* Task prompt
Since the copy must match the original, write out each record word for word, skipping only the pictures.

* Study material

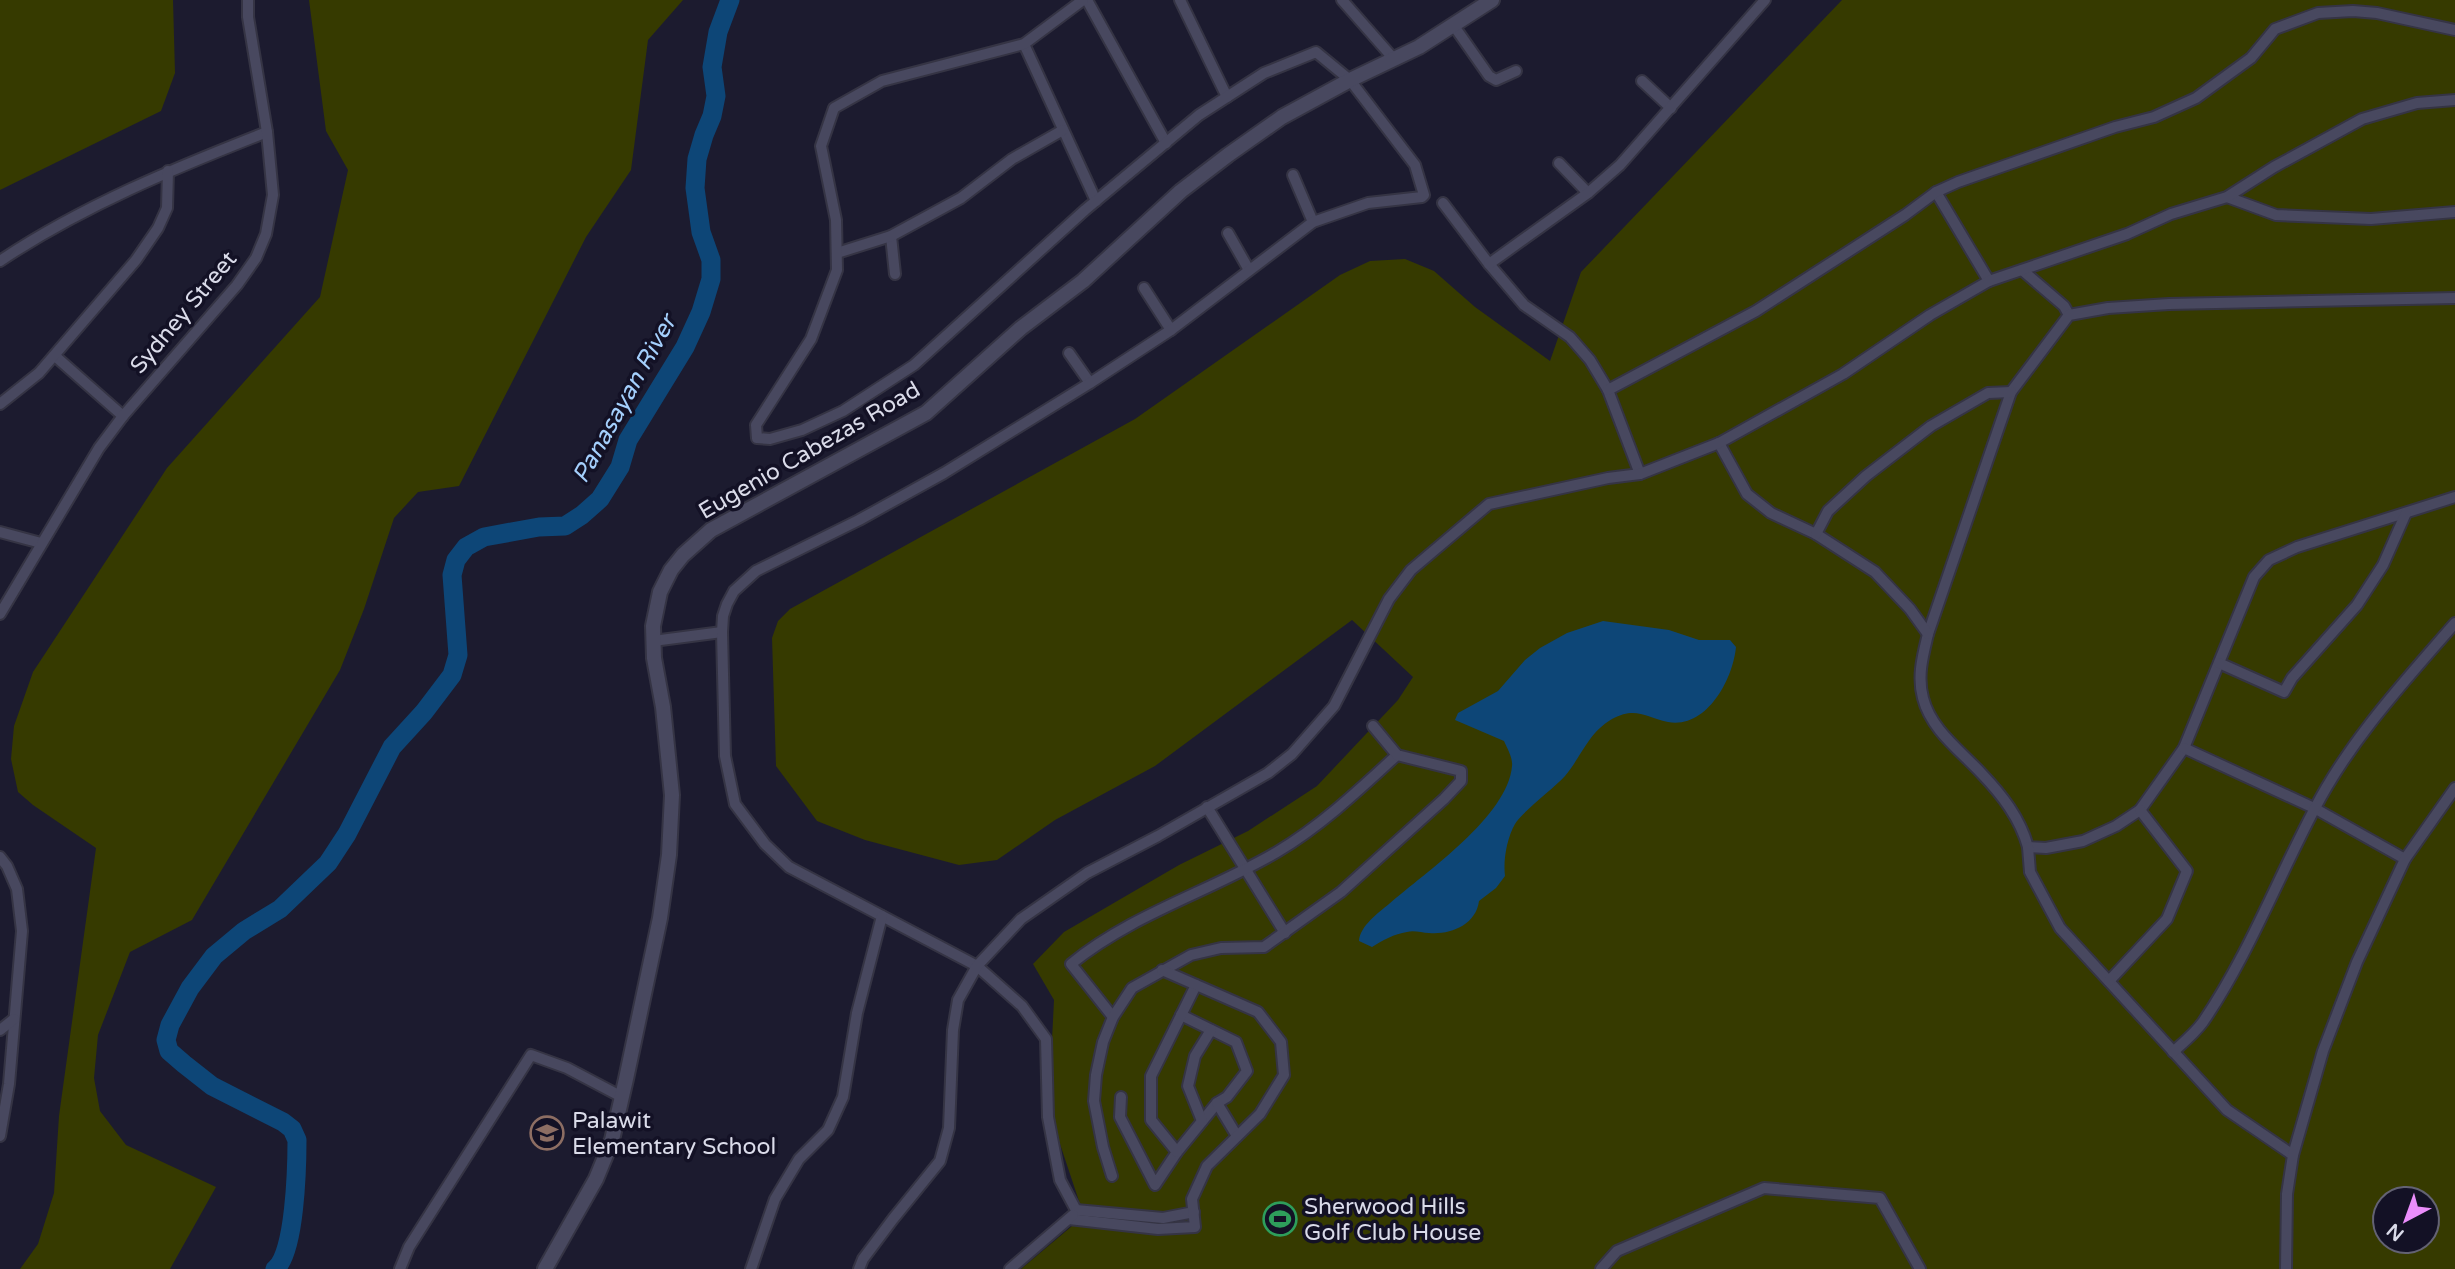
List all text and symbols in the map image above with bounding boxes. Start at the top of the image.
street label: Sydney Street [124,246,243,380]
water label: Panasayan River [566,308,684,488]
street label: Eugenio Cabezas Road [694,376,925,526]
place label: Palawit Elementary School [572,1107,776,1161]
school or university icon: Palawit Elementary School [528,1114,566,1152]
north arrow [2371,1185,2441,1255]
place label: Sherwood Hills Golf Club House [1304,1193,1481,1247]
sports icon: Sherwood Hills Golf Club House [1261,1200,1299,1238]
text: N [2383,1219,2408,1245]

* Your response
List all text and symbols in the map image above with bounding boxes. Start at the top of the image.
street label: Sydney Street [124,246,243,380]
water label: Panasayan River [566,308,684,488]
street label: Eugenio Cabezas Road [694,376,925,526]
place label: Palawit Elementary School [572,1107,776,1161]
school or university icon: Palawit Elementary School [528,1114,566,1152]
north arrow [2371,1185,2441,1255]
place label: Sherwood Hills Golf Club House [1304,1193,1481,1247]
sports icon: Sherwood Hills Golf Club House [1261,1200,1299,1238]
text: N [2383,1219,2408,1245]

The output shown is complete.